Baseado em criteriosa análise técnica, o Guerreiro do Som ouviu e avaliou todos temas e sambas do Grupo Especial paulistano
Chegamos finalmente em 2019 e cabe a mim lembrá-los que, tal qual fiz mês passado, já começou o Carnaval. Aqueles papos que você sempre ouve de que “no Brasil o ano só começa depois do Carnaval” é tudo verdade mesmo, e dessa vez ele vai de AGORA até a primeira semana de março. Daí a gente volta pra tristeza de sempre.
Dessa vez venho com os sambas e enredos do Carnaval paulistano, que tá com muito mais grana, muito mais estrutura, Liga trabalhando direito, 0% de virada de mesa, mas ainda falta alguma coisa que tem nos sambas da outra ponta da Dutra. Falta um tchans. É como se fosse uma cerveja IPA com garrafa muito bonita descolex, mas que o gosto não é tão bom quanto a PILSEN tradicional de sempre.
O disco desse ano é bom bem bom, mas quero pontuar algumas coisas que eu preferia que não tivesse mais não. Primeiro, essa liberdade total pras escolas fazerem o que quiserem na gravação resultou em faixa que enfiou o máximo de participação especial que dava (e não precisava de nenhuma, na verdade), e muito textinho recitado no final — pra que eternizar o seu samba com esses textinhos, meu Deus? Fora isso tem o fade out. Tem gente que gosta, mas eu odeio fade out TANTO que cês num faz ideia.
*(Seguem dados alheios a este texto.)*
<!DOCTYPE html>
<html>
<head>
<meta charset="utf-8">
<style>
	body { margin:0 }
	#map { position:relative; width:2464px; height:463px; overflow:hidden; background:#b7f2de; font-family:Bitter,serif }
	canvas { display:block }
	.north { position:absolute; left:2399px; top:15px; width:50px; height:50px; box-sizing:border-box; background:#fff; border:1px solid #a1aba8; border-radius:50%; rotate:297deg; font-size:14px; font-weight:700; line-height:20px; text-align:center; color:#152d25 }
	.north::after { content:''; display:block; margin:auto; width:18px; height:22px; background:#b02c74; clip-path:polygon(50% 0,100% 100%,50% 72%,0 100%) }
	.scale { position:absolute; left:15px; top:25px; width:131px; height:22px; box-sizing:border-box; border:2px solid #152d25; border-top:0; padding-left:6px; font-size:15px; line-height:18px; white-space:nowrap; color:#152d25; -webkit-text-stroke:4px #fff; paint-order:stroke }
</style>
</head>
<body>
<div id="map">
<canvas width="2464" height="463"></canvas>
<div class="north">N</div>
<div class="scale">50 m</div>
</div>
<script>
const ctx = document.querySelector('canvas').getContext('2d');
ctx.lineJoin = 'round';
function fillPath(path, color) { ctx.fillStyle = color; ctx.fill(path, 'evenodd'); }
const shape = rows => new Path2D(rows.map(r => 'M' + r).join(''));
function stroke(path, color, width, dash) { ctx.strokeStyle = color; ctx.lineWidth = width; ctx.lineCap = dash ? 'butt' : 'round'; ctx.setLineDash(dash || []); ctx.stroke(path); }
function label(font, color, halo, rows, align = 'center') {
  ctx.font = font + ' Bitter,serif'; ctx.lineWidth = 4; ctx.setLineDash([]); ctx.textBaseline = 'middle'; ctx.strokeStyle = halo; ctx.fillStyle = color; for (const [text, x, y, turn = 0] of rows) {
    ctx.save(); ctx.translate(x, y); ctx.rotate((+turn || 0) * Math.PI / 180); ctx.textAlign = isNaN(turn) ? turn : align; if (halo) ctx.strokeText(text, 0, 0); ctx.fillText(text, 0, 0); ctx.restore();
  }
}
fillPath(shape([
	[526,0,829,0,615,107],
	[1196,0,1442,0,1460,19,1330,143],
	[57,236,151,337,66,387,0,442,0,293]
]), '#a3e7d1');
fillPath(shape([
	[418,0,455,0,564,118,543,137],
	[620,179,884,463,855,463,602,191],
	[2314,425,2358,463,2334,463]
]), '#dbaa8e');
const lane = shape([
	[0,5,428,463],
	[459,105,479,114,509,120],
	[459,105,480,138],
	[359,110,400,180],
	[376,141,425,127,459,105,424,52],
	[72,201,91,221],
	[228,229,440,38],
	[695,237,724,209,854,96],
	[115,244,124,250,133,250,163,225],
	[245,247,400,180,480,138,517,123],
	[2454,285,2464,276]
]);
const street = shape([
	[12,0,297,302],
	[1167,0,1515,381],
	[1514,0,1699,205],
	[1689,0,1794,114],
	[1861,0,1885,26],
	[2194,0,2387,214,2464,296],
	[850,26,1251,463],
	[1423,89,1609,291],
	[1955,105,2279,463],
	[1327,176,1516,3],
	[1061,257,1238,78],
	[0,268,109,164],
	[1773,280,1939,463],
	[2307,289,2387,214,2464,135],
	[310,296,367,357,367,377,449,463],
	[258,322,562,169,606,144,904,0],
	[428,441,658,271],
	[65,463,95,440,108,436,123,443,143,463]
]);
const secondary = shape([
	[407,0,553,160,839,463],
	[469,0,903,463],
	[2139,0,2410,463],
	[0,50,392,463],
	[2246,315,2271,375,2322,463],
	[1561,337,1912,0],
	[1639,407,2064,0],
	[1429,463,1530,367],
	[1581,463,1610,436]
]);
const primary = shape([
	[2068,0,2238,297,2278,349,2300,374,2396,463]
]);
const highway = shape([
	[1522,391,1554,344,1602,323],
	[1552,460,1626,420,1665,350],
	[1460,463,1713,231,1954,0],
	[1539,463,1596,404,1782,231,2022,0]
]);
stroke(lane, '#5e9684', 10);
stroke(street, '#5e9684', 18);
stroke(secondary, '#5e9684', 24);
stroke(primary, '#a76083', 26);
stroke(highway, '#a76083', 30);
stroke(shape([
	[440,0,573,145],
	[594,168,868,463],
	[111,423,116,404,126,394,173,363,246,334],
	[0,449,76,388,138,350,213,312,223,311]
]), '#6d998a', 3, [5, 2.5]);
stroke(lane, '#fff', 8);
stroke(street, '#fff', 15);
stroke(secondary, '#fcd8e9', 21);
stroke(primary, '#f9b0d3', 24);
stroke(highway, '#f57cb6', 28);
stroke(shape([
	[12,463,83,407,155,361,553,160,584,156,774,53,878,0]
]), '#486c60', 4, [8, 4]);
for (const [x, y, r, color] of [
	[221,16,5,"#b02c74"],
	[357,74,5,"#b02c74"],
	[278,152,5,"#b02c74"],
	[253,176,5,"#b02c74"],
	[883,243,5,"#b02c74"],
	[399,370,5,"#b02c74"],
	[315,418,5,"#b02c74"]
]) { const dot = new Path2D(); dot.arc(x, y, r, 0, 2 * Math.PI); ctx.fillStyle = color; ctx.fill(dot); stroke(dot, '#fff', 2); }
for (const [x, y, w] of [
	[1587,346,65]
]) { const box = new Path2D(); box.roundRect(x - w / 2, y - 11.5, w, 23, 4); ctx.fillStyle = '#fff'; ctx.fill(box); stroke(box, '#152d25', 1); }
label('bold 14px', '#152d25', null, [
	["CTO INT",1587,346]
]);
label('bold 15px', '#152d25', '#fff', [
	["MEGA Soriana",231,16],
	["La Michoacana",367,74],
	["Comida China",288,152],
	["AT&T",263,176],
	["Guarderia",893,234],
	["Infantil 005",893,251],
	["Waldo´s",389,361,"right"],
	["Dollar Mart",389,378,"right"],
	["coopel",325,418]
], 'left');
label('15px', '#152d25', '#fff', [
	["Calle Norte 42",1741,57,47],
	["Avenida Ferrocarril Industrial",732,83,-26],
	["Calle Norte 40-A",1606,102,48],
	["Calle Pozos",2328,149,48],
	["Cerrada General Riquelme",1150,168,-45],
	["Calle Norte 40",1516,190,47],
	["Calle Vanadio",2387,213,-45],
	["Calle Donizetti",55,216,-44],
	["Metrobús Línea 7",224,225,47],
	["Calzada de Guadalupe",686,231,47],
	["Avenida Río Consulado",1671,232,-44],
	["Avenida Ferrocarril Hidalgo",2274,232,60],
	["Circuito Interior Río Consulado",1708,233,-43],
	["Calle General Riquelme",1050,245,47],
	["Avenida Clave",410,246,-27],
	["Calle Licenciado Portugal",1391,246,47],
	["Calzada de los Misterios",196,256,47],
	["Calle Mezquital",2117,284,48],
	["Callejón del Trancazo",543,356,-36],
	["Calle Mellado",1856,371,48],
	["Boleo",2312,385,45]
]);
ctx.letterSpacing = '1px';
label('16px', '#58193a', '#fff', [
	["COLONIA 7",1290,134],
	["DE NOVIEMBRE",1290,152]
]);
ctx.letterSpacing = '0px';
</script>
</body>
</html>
Para além disso, essa safra 2019 deixou bem claro pra mim que sambista não faz milagre e não tem como sair uma puta obra se o carnavalesco entrega uma sinopse abertaça de tudo. Alô, carnavalescos, vamo dar um capricho nesses enredos pro próximo ano.
Mas para além dessa cornetagem, é um dever meu enquanto paulistano (eu sou paulistano) saudar esses HERÓIS que por décadas seguraram a onda onde, até um passado recente, Carnaval era sinônimo de uma das maiores cidades do mundo completamente desertas porque praticamente todo mundo fugia pra outro lugar. Agora que o cenário tá melhorando bem, eles merecem alguma bonificação por tanto esforço.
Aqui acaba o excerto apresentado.